Ever since their election victory almost two years ago, Boris Johnson and the Tories have tried to convince voters that ‘austerity is over’. And many commentators, including some on the left, have bought into this idea.
Supporters of this view point to the massive state interventions in the economy seen during the pandemic, such as the furlough scheme, undertaken to prevent total economic collapse and social upheaval.
At the same time, they cite the government’s apparent new-found enthusiasm for industrial policy and protectionism, as exemplified by Brexit and by the Prime Minister’s pledge to ‘level up’ through state investment in former ‘Red Wall’ constituencies.

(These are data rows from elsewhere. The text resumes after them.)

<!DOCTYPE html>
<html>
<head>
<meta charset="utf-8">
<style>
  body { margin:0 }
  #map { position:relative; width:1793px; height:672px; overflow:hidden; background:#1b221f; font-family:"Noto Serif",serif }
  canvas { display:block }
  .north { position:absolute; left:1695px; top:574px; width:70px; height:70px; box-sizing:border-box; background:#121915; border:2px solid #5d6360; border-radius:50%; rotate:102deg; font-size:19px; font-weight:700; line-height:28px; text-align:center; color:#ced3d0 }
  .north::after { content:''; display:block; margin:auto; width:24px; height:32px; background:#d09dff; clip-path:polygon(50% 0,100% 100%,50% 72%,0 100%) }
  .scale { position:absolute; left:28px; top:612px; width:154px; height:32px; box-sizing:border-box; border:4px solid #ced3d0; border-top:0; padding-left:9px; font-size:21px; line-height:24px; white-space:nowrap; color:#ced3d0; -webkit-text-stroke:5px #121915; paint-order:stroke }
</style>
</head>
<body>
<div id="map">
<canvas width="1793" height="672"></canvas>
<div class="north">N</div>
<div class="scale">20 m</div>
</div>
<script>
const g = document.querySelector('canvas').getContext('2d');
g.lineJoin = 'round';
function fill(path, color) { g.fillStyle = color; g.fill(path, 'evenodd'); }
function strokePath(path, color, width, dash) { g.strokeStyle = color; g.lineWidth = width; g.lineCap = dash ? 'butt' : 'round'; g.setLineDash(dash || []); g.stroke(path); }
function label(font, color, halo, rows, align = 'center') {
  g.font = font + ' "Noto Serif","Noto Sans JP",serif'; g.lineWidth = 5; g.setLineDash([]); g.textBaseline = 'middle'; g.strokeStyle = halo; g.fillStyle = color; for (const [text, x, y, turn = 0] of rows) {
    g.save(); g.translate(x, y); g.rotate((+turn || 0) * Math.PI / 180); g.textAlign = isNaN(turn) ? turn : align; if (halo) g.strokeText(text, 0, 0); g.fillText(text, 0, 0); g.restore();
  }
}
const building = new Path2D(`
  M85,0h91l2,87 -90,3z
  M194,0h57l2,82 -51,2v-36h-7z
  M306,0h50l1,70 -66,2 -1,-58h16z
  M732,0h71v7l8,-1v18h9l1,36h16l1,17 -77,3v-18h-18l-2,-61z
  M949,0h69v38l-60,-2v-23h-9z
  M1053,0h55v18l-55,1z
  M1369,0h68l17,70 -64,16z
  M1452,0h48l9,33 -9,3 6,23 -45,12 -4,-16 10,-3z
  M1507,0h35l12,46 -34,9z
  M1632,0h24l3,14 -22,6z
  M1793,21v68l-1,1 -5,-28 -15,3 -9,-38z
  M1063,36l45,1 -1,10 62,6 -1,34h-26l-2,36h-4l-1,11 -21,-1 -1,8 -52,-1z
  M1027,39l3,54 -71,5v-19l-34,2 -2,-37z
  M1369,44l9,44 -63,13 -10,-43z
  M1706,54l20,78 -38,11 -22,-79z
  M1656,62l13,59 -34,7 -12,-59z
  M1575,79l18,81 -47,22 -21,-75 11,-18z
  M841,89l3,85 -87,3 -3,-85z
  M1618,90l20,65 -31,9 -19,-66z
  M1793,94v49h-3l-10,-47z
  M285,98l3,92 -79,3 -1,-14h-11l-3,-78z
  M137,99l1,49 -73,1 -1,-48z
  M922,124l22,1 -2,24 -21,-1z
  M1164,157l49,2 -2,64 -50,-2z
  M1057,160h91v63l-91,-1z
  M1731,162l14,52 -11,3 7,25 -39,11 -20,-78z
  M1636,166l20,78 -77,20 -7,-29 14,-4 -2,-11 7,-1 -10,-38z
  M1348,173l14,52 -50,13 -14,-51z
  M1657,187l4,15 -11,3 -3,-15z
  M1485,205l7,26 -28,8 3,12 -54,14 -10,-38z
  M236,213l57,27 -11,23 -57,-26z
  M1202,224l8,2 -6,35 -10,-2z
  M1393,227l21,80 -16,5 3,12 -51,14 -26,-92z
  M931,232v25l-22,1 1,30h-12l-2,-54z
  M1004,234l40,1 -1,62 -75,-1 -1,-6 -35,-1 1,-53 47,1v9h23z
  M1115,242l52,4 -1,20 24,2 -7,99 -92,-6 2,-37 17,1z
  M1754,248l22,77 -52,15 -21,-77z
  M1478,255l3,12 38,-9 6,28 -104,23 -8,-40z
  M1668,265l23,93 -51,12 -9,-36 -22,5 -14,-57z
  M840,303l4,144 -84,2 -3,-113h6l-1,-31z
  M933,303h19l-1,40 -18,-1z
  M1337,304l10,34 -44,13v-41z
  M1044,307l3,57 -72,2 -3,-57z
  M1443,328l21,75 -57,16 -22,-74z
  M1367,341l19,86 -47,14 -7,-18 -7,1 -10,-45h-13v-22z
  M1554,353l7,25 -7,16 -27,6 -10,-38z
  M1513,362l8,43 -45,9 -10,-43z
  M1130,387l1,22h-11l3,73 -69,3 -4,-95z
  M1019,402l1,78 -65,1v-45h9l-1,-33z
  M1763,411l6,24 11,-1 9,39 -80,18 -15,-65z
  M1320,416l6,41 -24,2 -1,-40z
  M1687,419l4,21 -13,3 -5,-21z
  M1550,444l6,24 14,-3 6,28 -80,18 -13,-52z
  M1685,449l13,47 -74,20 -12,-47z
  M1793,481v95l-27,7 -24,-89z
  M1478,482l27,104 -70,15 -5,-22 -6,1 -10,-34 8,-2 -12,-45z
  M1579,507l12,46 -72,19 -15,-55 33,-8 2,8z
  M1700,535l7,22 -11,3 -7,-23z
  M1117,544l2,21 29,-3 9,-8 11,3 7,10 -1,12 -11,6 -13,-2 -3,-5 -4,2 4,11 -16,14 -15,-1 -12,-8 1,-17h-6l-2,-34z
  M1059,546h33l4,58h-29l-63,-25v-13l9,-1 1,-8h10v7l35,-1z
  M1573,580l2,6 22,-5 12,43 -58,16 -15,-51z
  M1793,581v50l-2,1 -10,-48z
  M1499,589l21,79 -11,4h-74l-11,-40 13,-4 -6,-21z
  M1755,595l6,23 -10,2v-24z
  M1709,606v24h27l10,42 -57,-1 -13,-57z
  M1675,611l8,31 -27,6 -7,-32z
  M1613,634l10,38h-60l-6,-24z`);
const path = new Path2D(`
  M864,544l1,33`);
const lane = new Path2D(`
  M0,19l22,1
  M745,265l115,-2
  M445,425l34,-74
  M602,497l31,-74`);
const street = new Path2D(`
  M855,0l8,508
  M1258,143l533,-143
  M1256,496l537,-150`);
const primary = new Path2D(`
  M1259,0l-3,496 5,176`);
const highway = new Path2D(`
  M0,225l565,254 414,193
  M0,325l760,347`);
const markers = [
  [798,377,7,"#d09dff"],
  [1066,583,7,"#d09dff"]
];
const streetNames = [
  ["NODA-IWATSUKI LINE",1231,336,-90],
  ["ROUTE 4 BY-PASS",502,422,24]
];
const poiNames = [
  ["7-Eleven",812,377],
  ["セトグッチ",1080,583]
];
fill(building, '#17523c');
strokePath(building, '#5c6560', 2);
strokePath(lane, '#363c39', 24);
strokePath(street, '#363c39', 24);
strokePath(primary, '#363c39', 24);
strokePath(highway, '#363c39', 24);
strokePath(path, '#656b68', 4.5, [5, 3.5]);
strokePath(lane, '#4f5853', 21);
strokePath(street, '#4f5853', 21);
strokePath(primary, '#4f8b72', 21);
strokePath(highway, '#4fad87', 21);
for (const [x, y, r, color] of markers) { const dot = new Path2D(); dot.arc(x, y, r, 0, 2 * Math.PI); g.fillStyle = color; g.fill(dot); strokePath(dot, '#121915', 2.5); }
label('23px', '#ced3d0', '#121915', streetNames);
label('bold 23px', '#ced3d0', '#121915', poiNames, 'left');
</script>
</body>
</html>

Recent events demonstrate, however, that austerity is far from over. Far from seeing peace and prosperity, the stage is set for a sharpening of the class struggle. The working class – and their organisations – must prepare for battle.
Business as usual
For starters, there is the imminent removal of the £20 per week uplift to Universal Credit, which will cost as many as six million families £1,502 a year.
When Tory Work and Pensions minister Baroness Stedman Scott was asked if the government had bothered to assess the impact of this cut, she replied that: “We have no obligation to conduct an impact assessment as we’re returning to business as usual.”
‘Business as usual’ for capitalism in its period of senile decay, in others words, means not Keynesianism and reforms, nor a renewed period of economic growth, but austerity and attacks on workers, the poor, and the youth.
Tax on workers
Elsewhere, some have interpreted the recent tax increase to raise funds for the NHS and social care as proof that Johnson’s Tories are a profoundly different party to what they once were; that they have become a ‘tax and spend’ party like ‘Old Labour’.
In fact, it proves the exact opposite. Instead of taxing the rich, it is workers who are being taxed. This is nothing but a continuation of the ruling class’ policy of making workers pay for the crisis of capitalism.
In any case, the increase in funding for health and social care remains far short of what is needed, with no plans to fill the 170,000 staffing vacancies in care homes; and nowhere near enough money to replace the £8bn cut to council care budgets seen during the previous decade of austerity.
Government of the rich
These cuts and taxes, in turn, are already leading to splits and divisions within the Tory Party. The Northern Research Group, for example, composed of new, ‘Red Wall’ Conservative MPs, has urged the government not to implement the planned cut to Universal Credit.
Amongst the public, meanwhile, 51 percent are against this cut, whilst only 22 percent are in favour. Even 40 percent of Tory voters are against this cut, compared to 33 percent in favour.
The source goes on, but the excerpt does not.